Doc Roberts, who’d taken care of the Landis family for years, had assured Dorothy that her mother’s heart was as strong as a mule. And it wasn’t as if she did anything to put a strain on it. Days were spent lying on the sofa, devouring the National Enquirer and the UFO Newsletter and watching television.
To make matters even worse, this past year, as her drinking had increased, she’d started confusing old movies with reality. The Exorcist had her convinced Satan was living in the attic and it had been nearly impossible to get her to take a bath after she’d seen the dead woman in the tub in The
Shining.
Just last week Sheriff Burke had called Dorothy at work with the unwelcome news that her mama had taken a potshot at the mailman with the 12-gauge Ithica shotgun Irwin Landis had left behind when he’d escaped his alcoholic wife and their nightmare of a marriage fifteen years ago.
“I don’t know what’s wrong with the police nowadays,” Mildred had complained bitterly as Dorothy had driven her home. Unfortunately, the mailman had insisted on pressing charges. “Joe Burke oughta be goin’ after that serial killer, instead of arresting a potential victim.”
“There isn’t any killer, Mama.”
“Then you want to tell me why that man came to the house, if not to kill me? A person is most usually dead before skinning.”
“No one was going to kill you. Or skin you, Mama. Mr. Littleton has been our postman for years. He’s come to the house nearly every day since I was a little girl.”
“He was going to skin me. Then he was going to eat me,” Mildred insisted. “With a fine Chianti.”

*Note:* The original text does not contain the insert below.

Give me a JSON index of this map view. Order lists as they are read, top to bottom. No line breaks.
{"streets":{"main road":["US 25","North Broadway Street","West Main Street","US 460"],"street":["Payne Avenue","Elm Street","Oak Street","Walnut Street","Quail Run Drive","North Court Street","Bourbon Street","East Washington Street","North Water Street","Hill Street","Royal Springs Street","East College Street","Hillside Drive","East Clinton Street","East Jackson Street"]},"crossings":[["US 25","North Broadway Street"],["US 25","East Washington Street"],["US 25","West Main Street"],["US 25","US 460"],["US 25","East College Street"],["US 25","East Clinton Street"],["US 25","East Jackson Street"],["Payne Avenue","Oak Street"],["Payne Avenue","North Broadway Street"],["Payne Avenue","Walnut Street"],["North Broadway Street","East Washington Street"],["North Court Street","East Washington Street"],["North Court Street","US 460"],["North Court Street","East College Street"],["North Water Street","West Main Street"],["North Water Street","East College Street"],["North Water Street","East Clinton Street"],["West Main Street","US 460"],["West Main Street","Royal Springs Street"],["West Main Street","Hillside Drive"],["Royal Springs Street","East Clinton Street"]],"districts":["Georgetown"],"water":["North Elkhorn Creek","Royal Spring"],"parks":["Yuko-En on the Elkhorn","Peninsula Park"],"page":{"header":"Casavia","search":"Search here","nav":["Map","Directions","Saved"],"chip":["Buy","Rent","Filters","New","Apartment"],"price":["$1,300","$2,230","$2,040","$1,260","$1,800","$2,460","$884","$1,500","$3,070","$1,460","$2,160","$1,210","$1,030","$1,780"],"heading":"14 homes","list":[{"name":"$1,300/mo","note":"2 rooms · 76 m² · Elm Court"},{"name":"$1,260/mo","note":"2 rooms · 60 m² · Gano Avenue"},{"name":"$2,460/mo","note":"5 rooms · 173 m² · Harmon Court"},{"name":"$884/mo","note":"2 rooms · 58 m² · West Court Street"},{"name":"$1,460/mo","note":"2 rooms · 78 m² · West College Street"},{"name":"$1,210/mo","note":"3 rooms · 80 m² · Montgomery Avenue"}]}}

“Oh, Lord.” Comprehension came crashing down. Stopping at the sign at the intersection a few blocks away from the house, Dorothy lowered her forehead to the steering wheel and prayed for strength. “You’ve been watching Silence of the Lambs, haven’t you?”
“Always hated Chianti,” Mildred muttered. “It’s too damn sweet for my taste. I don’t know how those eye-talians can stand to drink it. But then again, what can you expect from damn wop foreigners?”
The next morning Dorothy had called the cable company, and cut off access to The Movie Channel.
“Don’t worry, Mama,” she said now as she put the chicken in the oven. “I got this recipe right out of Oprah’s cookbook. It’s about as healthy as you can get.”
“I’ll bet Oprah would take care of her mother,” Mildred muttered, returning her focus to herself, as always. “’Specially if her mama were on the brink of death.”
That said, she tossed back the drink, then held her glass out for a refill.